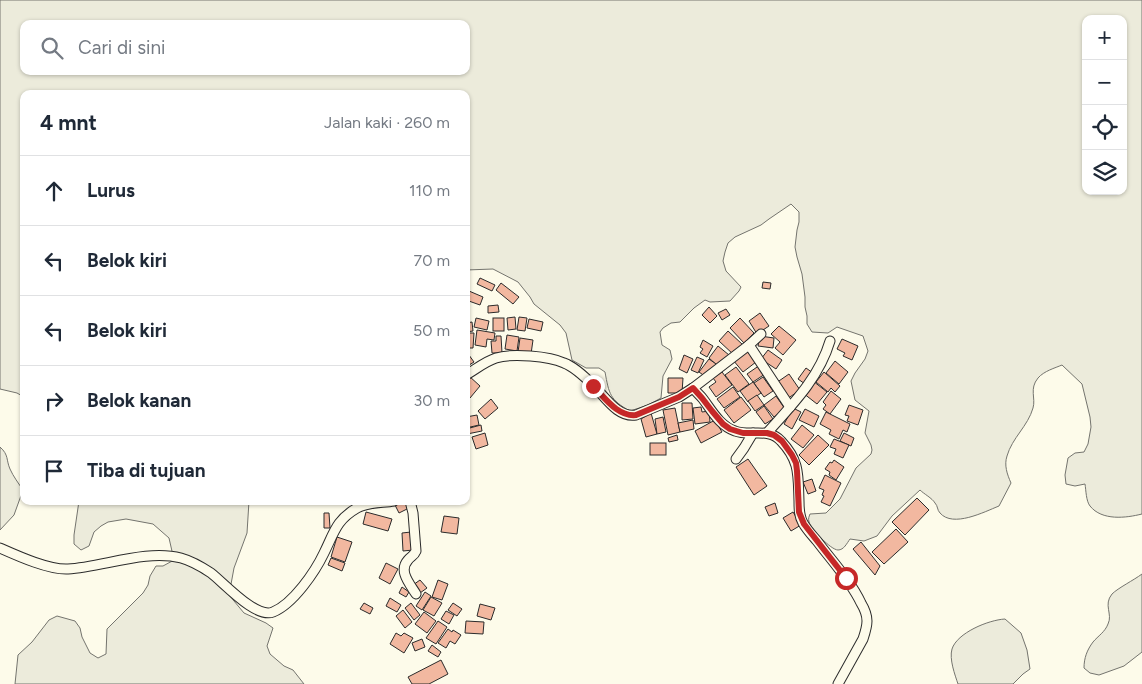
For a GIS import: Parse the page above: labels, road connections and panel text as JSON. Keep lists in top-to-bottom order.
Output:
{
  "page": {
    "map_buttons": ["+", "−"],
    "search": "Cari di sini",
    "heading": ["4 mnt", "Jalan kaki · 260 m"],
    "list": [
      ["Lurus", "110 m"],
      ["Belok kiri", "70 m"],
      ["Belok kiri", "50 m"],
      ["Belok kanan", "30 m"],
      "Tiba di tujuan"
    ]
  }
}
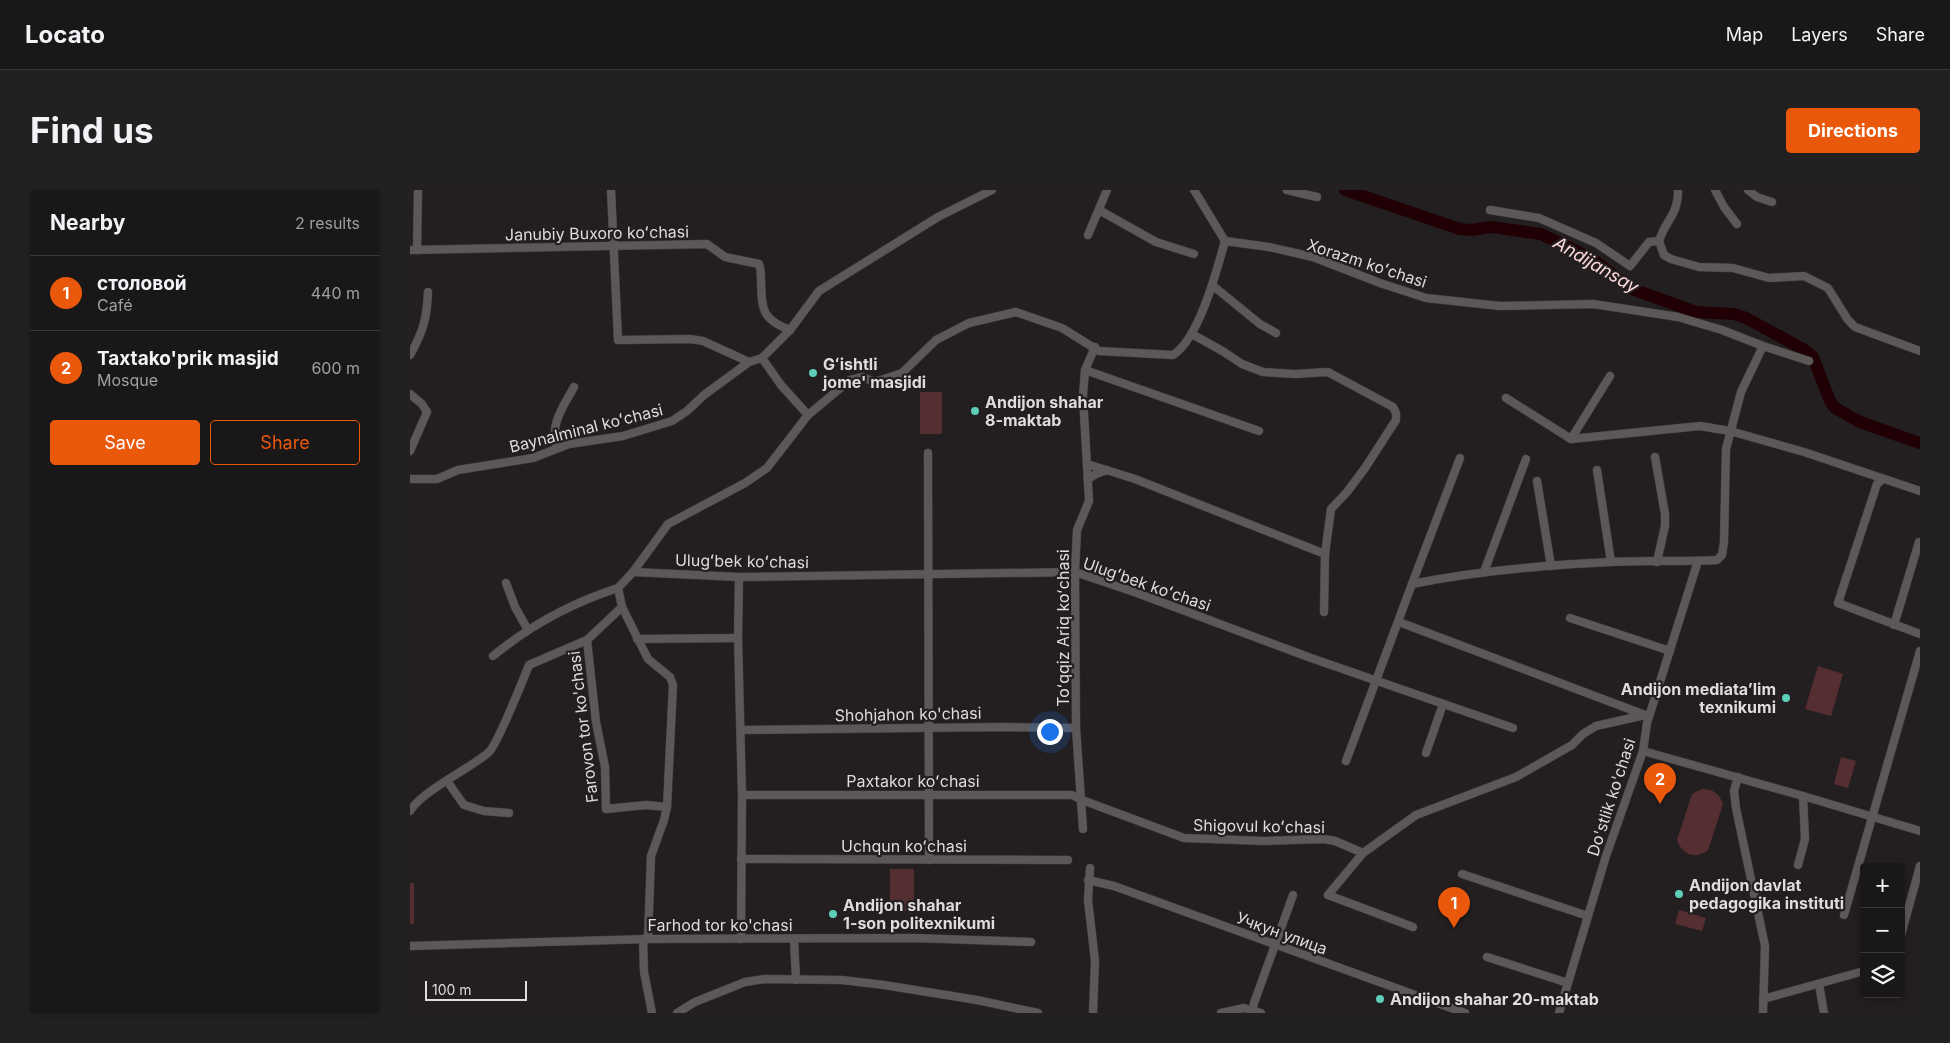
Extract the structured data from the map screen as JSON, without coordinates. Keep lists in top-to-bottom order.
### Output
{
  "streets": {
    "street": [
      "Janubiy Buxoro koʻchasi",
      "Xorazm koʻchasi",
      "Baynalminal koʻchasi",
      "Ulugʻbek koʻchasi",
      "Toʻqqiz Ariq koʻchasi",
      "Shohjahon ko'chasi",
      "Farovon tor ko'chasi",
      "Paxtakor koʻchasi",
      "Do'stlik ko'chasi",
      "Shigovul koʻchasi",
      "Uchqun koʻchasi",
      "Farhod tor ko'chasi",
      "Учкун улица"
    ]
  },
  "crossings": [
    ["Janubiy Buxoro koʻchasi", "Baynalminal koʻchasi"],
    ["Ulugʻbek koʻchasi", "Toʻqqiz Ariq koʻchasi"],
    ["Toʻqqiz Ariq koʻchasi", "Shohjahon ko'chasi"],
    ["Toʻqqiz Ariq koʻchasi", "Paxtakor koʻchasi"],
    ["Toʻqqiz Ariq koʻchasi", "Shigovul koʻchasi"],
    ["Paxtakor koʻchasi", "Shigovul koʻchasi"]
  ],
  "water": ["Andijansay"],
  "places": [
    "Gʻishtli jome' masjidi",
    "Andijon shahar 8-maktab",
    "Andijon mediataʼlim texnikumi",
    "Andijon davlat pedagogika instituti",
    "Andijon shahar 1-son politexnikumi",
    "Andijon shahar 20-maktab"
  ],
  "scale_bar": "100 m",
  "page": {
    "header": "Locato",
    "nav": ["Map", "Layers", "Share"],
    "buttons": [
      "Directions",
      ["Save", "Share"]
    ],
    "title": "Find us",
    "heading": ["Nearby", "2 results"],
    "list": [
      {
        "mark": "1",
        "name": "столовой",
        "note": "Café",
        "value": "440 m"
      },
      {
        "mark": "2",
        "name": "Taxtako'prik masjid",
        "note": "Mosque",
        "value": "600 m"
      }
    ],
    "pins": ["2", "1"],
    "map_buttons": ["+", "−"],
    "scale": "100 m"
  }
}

..........

Problem to solve - Once the pictures are set aside, output the whole listing exactly.

Written answer -
For a GIS import: Parse the page above: labels, road connections and panel text as JSON. Keep lists in top-to-bottom order.
Output:
{
  "page": {
    "map_buttons": ["+", "−"],
    "search": "Cari di sini",
    "heading": ["4 mnt", "Jalan kaki · 260 m"],
    "list": [
      ["Lurus", "110 m"],
      ["Belok kiri", "70 m"],
      ["Belok kiri", "50 m"],
      ["Belok kanan", "30 m"],
      "Tiba di tujuan"
    ]
  }
}
Extract the structured data from the map screen as JSON, without coordinates. Keep lists in top-to-bottom order.
### Output
{
  "streets": {
    "street": [
      "Janubiy Buxoro koʻchasi",
      "Xorazm koʻchasi",
      "Baynalminal koʻchasi",
      "Ulugʻbek koʻchasi",
      "Toʻqqiz Ariq koʻchasi",
      "Shohjahon ko'chasi",
      "Farovon tor ko'chasi",
      "Paxtakor koʻchasi",
      "Do'stlik ko'chasi",
      "Shigovul koʻchasi",
      "Uchqun koʻchasi",
      "Farhod tor ko'chasi",
      "Учкун улица"
    ]
  },
  "crossings": [
    ["Janubiy Buxoro koʻchasi", "Baynalminal koʻchasi"],
    ["Ulugʻbek koʻchasi", "Toʻqqiz Ariq koʻchasi"],
    ["Toʻqqiz Ariq koʻchasi", "Shohjahon ko'chasi"],
    ["Toʻqqiz Ariq koʻchasi", "Paxtakor koʻchasi"],
    ["Toʻqqiz Ariq koʻchasi", "Shigovul koʻchasi"],
    ["Paxtakor koʻchasi", "Shigovul koʻchasi"]
  ],
  "water": ["Andijansay"],
  "places": [
    "Gʻishtli jome' masjidi",
    "Andijon shahar 8-maktab",
    "Andijon mediataʼlim texnikumi",
    "Andijon davlat pedagogika instituti",
    "Andijon shahar 1-son politexnikumi",
    "Andijon shahar 20-maktab"
  ],
  "scale_bar": "100 m",
  "page": {
    "header": "Locato",
    "nav": ["Map", "Layers", "Share"],
    "buttons": [
      "Directions",
      ["Save", "Share"]
    ],
    "title": "Find us",
    "heading": ["Nearby", "2 results"],
    "list": [
      {
        "mark": "1",
        "name": "столовой",
        "note": "Café",
        "value": "440 m"
      },
      {
        "mark": "2",
        "name": "Taxtako'prik masjid",
        "note": "Mosque",
        "value": "600 m"
      }
    ],
    "pins": ["2", "1"],
    "map_buttons": ["+", "−"],
    "scale": "100 m"
  }
}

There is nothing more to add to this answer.